Windows

Windows

In 1954, when the windows were designed for Sacred Heart Chapel, there were twenty-six Jesuits who were publicly recognized as saints, beginning with St. Ignatius and St. Francis Xavier. Each of the saints is depicted in one of the windows, together with accompanying symbols that religious artists identify as proper to each saint as a martyr, preacher, missionary or an example of other outstanding dedicated service. In addition, three other images are used, those of Christ the King, Mary the mother of Jesus and Saint Joseph.

The tall, narrow stained glass windows in Sacred Heart Chapel are the only known collection that commemorates the twenty-seven Jesuit colleges and universities that were in existence in the United States when the Chapel was built.
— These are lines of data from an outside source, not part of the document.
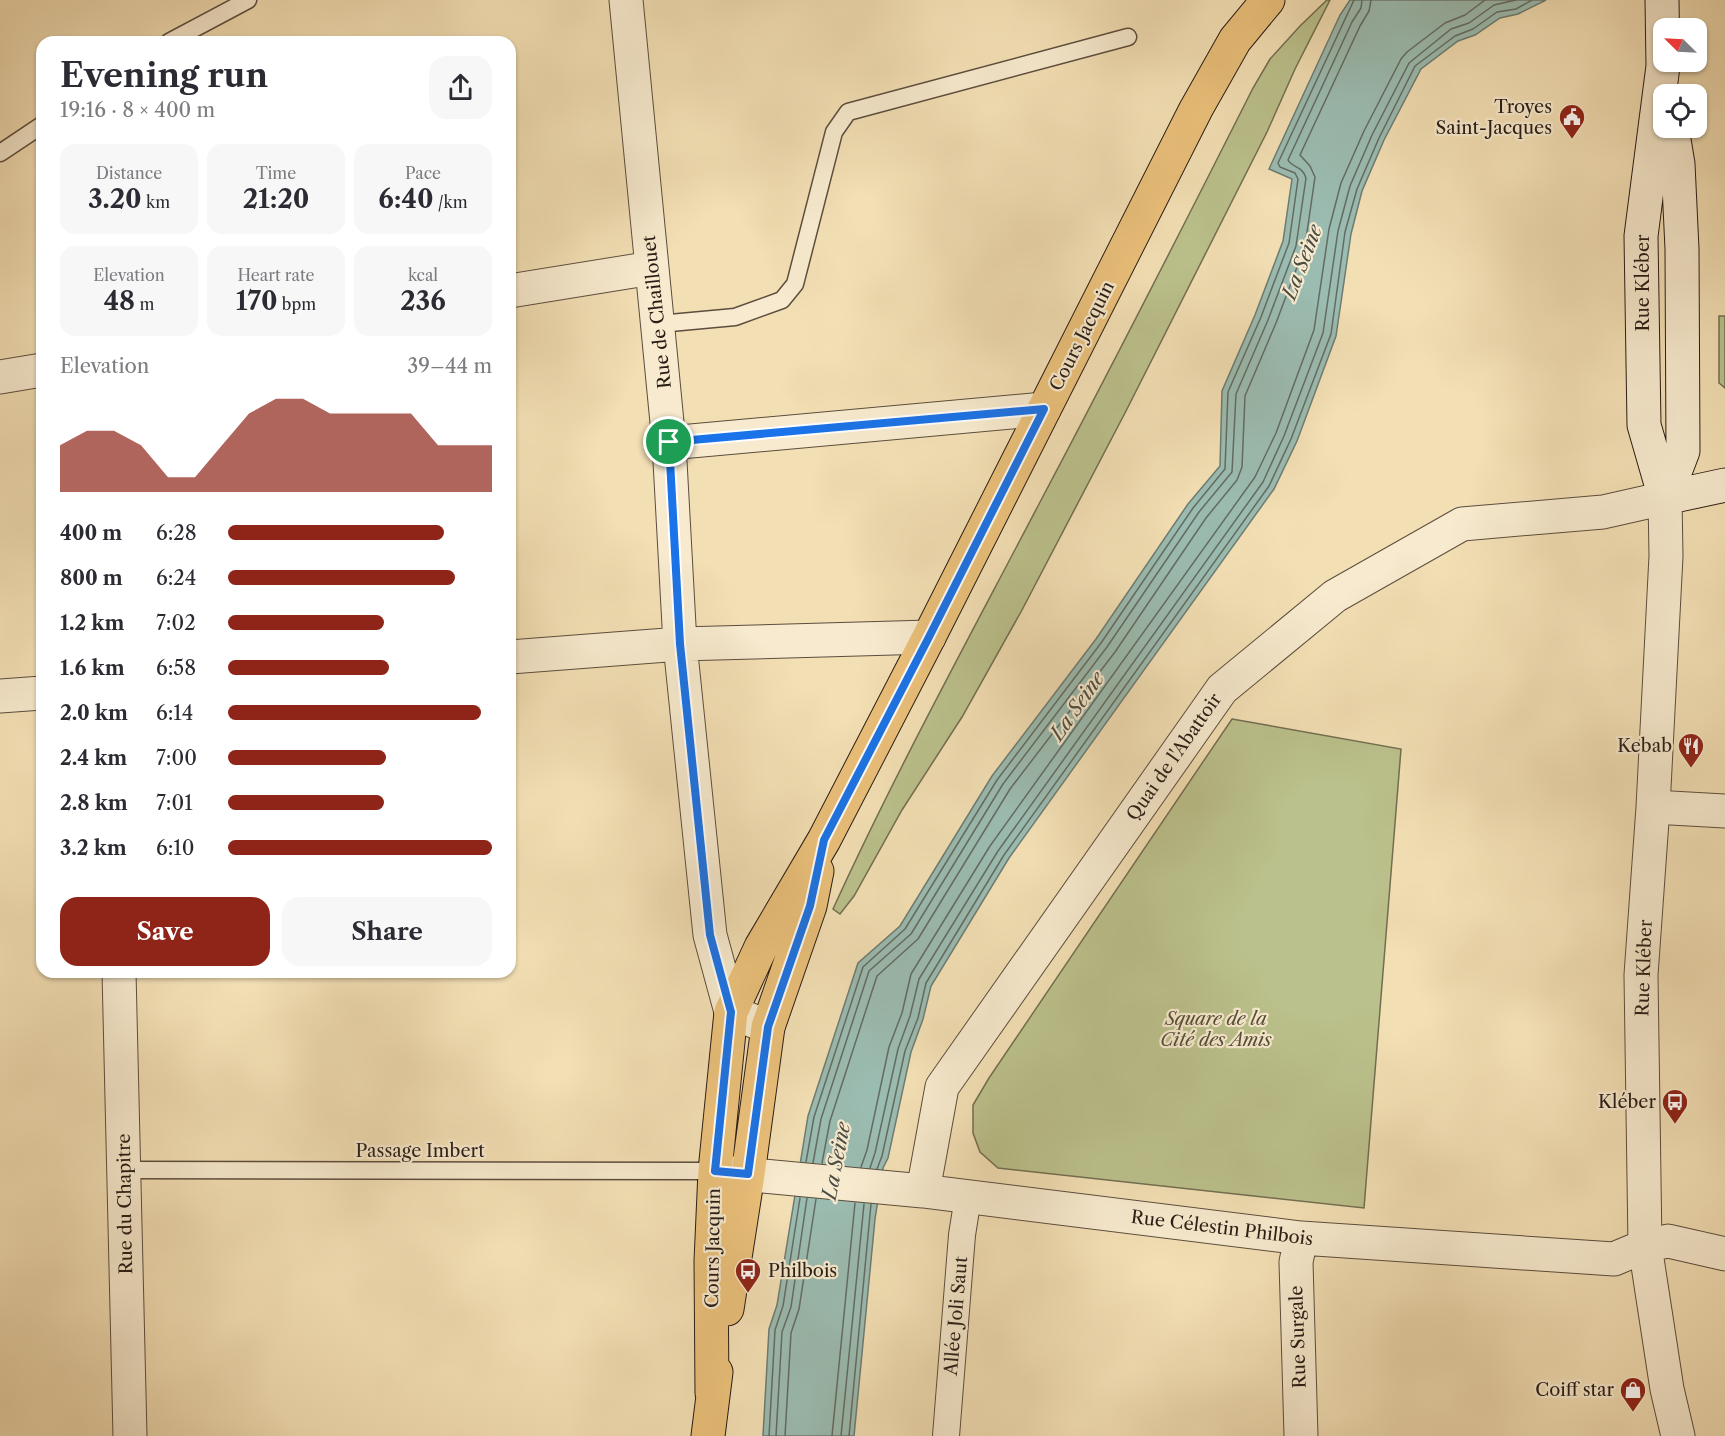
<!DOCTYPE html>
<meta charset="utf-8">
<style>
body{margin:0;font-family:"Libre Caslon Text",serif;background:#f7f7f7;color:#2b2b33;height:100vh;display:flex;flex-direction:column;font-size:22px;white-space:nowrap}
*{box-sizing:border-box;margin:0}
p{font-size:20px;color:#7c7c81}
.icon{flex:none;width:33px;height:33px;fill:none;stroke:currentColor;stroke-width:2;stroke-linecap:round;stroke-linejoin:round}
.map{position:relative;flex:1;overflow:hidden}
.panel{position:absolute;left:36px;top:36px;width:480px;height:942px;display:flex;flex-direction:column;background:#fff;border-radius:18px;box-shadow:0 2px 4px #0004}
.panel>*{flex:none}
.needle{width:39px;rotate:294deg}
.tools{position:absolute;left:1653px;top:18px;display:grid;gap:12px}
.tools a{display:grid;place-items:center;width:54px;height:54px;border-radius:12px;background:#fff;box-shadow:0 2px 4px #0004;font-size:30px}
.pin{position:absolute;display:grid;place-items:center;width:51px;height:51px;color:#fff;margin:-26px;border:3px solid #fff;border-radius:50%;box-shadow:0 2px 6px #0007}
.round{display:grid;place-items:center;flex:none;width:63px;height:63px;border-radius:18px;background:#f7f7f7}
.head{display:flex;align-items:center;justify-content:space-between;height:102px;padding:0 24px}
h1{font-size:33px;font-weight:800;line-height:45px}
.metrics{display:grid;grid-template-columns:repeat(3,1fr);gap:9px;height:102px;padding:6px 24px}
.metrics div{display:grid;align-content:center;border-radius:15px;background:#f7f7f7;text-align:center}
.metrics b{font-size:26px;font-weight:800}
.metrics small{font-size:16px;font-weight:400}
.metrics p{font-size:16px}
.chart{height:168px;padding:12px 24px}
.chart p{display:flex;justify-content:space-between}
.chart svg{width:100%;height:108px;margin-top:6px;fill:#8f2418;opacity:.7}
.primary-button{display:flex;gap:12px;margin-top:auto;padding:12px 24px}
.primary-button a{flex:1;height:69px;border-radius:18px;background:#8f2418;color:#fff;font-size:24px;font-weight:800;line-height:69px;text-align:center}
.primary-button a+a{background:#f7f7f7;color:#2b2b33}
ul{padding:0 24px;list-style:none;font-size:20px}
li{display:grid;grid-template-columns:96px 72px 1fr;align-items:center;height:45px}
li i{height:15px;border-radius:8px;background:#8f2418}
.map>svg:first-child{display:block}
.green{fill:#bbc18c;stroke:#726e51;stroke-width:1.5}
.water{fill:#9bbcb1;stroke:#6d7c73;stroke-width:1.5}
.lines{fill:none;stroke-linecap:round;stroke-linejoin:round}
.shore{stroke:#626c64;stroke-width:1.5}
.service-casing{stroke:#5c4d3e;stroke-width:19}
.pedestrian-casing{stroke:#5c4d3e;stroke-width:28}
.minor-casing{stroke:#5c4d3e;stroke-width:35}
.secondary-casing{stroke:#291c16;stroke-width:35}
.primary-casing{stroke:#291c16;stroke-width:35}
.service{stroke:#f7eace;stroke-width:16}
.pedestrian{stroke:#f7eace;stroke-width:26}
.minor{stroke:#f7eace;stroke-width:33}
.secondary{stroke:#f7eace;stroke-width:33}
.primary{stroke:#eac07a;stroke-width:33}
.route-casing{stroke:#fff;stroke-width:12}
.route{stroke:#1a73e8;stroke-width:8}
.labels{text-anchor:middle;stroke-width:4.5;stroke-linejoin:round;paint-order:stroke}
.poi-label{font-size:18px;fill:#291c16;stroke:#f7eace;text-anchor:end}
.street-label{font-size:18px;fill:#291c16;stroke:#f7eace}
.park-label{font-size:18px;font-style:italic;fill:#554e39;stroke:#f7eace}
.water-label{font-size:20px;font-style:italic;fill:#4b4c44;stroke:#f7eace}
</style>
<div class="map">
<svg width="1725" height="1436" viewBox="0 0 1725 1436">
<rect width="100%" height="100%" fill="#f3dfb4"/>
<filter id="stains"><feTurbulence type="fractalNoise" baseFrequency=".00333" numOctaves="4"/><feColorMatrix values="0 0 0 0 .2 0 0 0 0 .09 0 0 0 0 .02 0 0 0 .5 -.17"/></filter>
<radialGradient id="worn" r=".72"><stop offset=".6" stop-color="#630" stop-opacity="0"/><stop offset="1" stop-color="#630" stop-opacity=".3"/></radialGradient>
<path class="green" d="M1327,0H1330L1295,69L1267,132L1126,411L1022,610L962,717L902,810L854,896L840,914L833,909C896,771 969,638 1039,504C1112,366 1183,227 1253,88L1270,59L1300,26Z
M1719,316H1725V388L1719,383Z
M1232,719L1401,749L1364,1208L998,1168L980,1152L973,1133V1105L989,1078Z"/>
<path class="water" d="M1350,0H1546L1518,14L1500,18L1475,35L1458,41L1421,69L1384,140L1362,191L1351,234L1336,336L1297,441L1274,489L1009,858L931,986L923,1019L911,1052L888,1158L883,1168L875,1219L854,1436H763L769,1329L777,1305L808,1116L858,963L900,926L992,776L1096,639L1188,504L1220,466L1222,391L1255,315L1283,241L1292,179L1269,169L1340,15Z"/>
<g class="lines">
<path class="shore" d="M806,1162L814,1117L863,967L905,929L997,780L1101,643L1193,508L1225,469L1228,392L1261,317L1289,243L1298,179L1295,173L1280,167L1278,163L1354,0
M813,1163L821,1119L869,971L911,934L1003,784L1107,647L1199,512L1232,472L1236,394L1268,320L1296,246L1306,178C1302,165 1292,168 1288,160L1352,22L1361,8L1362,0
M822,1163L830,1121L877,976L918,939L1010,789L1115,652L1206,518L1237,480L1242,467L1245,396L1276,323L1305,246L1315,177L1310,166L1300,155L1360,26L1369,11L1371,0
M861,1167L867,1150L889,1047L902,1013L911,974L990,846L1255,477L1276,433L1314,330L1329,229L1341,183L1364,131L1401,59L1407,52L1445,23L1465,15L1485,0
M870,1168L875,1153L898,1049L910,1016L919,979L998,851L1263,482L1284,436L1323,333L1338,231L1350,186L1372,135L1409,63L1451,29L1469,23L1494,5L1516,0
M877,1169L882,1156L905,1051L918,1018L926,983L1004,855L1269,486L1291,439L1331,334L1345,232L1357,189L1379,138L1415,66L1455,36L1473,29L1497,12L1516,9L1532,0
M769,1436L775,1330L783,1306L800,1198
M776,1436L782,1332L791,1307L807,1198
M785,1436L791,1333L799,1309L816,1199
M832,1436L855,1203
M841,1436L864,1204
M849,1436L871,1204"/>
<g class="service-casing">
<path id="service" d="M169,42L248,0
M0,153L42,125
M659,324L735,317L782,300L795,284L834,132L848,112L1128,37
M124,1170L715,1171"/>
</g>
<g class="pedestrian-casing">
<path id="pedestrian" d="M946,1436L962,1235L968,1197"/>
</g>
<g class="minor-casing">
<path id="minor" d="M626,0L669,443L680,644L710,935L731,1012L768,1027
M510,291L652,268
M0,377L42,370
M669,443L1044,409
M510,657L680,644L929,637
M0,696L42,693
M1653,807L1725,811
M119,972L130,1436
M720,1172L923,1191L1301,1238L1614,1259L1645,1246L1668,1241L1725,1254
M923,1191L942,1087L1222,689L1335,596L1462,524L1603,512L1665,498L1666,556L1653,807L1641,975L1645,1246L1667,1389L1678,1436
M1301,1238L1296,1262L1301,1436"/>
</g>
<g class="secondary-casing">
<path id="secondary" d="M1662,0L1663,66L1641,236L1644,425L1665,498
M1665,498L1683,451L1682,249L1678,164L1672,128
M1665,498L1725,485"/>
</g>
<g class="primary-casing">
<path id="primary" d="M727,1309L748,1174L768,1027L810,906L817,871
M712,1393L711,1261L715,1171L731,1012L761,947L824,840L929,637L1196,109L1235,40L1268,0
M708,1436L716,1372"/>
</g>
<use href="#service" class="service"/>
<use href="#pedestrian" class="pedestrian"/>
<use href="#minor" class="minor"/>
<use href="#secondary" class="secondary"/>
<use href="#primary" class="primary"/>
</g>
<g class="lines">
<g class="route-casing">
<path id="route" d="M1044,409L929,637L824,840L810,906L768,1027L748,1174L715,1171L731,1012L710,935L680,644L669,442Z"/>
</g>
<use href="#route" class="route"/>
</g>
<defs>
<g id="civic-pin" transform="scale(1.35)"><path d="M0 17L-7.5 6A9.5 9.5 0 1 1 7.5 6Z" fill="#8f2418" stroke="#f7eace"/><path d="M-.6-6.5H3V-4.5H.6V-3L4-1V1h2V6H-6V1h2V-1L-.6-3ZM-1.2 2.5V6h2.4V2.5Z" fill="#fff"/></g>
<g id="restaurant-pin" transform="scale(1.35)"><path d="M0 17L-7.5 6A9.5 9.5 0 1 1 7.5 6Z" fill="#8f2418" stroke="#f7eace"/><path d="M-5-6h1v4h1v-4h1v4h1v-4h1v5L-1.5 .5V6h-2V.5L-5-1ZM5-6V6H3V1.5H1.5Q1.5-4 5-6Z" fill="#fff"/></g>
<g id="bus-pin" transform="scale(1.35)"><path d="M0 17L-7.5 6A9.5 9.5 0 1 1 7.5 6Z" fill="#8f2418" stroke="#f7eace"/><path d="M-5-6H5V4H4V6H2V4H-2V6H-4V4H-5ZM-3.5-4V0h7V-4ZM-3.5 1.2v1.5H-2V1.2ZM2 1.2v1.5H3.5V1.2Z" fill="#fff"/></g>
<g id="shop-pin" transform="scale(1.35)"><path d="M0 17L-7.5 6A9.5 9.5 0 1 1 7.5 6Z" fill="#8f2418" stroke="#f7eace"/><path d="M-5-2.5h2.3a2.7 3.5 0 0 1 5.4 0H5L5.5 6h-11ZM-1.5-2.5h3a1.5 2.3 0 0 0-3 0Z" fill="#fff"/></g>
</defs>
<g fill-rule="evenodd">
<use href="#civic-pin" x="1572" y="117"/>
<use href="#restaurant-pin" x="1691" y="746"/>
<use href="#bus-pin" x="1675" y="1102"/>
<use href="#bus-pin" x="748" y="1271"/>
<use href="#shop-pin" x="1633" y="1390"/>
</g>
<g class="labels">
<g class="poi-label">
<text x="1552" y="113">Troyes<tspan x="1552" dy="21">Saint-Jacques</tspan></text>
<text x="1672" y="752">Kebab</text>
<text x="1656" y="1108">Kléber</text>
<text x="768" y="1277" text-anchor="start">Philbois</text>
<text x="1614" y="1396">Coiff star</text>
</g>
<g class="street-label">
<text transform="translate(1643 283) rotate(-90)" y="6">Rue Kléber</text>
<text transform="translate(657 312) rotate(-96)" y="6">Rue de Chaillouet</text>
<text transform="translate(1082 336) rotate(-63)" y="6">Cours Jacquin</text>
<text transform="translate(1174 757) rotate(-55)" y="6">Quai de l'Abattoir</text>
<text transform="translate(1644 968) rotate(-88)" y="6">Rue Kléber</text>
<text x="420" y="1157">Passage Imbert</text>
<text transform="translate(125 1204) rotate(-91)" y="6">Rue du Chapitre</text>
<text transform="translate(1222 1228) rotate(7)" y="6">Rue Célestin Philbois</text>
<text transform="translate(713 1248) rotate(-89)" y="6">Cours Jacquin</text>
<text transform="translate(956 1316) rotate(-85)" y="6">Allée Joli Saut</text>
<text transform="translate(1298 1337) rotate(-92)" y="6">Rue Surgale</text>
</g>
<g class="park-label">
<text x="1216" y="1025">Square de la<tspan x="1216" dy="21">Cité des Amis</tspan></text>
</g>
<g class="water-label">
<text transform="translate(1302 262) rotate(-69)" y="7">La Seine</text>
<text transform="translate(1077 706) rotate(-55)" y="7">La Seine</text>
<text transform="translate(836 1161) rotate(-79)" y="7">La Seine</text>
</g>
</g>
<rect width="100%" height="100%" filter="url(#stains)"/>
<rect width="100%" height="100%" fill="url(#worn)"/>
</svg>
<div class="tools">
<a><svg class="needle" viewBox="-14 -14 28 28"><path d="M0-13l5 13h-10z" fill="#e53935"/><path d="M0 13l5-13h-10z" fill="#7c7c81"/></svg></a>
<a><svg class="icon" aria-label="locate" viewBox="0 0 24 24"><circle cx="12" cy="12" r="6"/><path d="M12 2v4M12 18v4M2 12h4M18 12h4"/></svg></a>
</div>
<div class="pin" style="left:669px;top:442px;background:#1e9e55"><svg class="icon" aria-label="arrive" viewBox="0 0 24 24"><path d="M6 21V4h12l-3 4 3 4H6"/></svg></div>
<section class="panel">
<div class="head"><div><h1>Evening run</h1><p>19:16 · 8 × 400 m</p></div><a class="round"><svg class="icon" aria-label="share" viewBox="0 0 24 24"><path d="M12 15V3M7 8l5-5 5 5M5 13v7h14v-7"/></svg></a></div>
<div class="metrics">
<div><p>Distance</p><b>3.20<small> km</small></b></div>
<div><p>Time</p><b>21:20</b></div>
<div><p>Pace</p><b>6:40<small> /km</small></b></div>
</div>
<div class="metrics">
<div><p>Elevation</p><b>48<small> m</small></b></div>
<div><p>Heart rate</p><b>170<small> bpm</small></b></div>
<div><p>kcal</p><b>236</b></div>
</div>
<div class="chart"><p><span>Elevation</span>39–44 m</p>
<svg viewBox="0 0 160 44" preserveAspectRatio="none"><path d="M0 44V25L10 19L20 19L30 25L40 38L50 38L60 25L70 12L80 6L90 6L100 12L110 12L120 12L130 12L140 25L150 25L160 25V44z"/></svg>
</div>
<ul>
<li><b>400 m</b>6:28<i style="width:82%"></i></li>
<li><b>800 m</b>6:24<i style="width:86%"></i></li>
<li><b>1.2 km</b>7:02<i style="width:59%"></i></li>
<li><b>1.6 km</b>6:58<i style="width:61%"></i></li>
<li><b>2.0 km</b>6:14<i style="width:96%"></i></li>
<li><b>2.4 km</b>7:00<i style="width:60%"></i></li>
<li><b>2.8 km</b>7:01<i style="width:59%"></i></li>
<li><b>3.2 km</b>6:10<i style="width:100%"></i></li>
</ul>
<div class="primary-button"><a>Save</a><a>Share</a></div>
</section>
</div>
Each of the windows contains a seal or coat of arms of one of the Jesuit institutions of higher education. In addition, two seals represent world- wide institutions: the Catholic Church and the Society of Jesus.

The windows were constructed in keeping with the principles used in the 12th century when some of the finest stained glass was made. The images are two- dimensional, since the windows are considered part of the wall; the predominant color is blue, because more shades of blue are possible with stained glass than with any other color. The figures and motifs are formalized, following Roman and Byzantine practices.

With the exception of the five windows that are located in the curved end of the chapel, the colleges and universities are placed in numerical order according to their year of foundation, and the saints' images are placed in the order of each one's date of canonization.

David Zaitz Photography obtained the very high-resolution digital images of the windows from the floor level, using a laser beam to center each picture. The Canon 5D Mark III camera was connected to a sophisticated computerized imaging system that made possible the removal of parallax, so that viewers have the experience of being at eye-level with the windows rather than looking up at them from 19' below.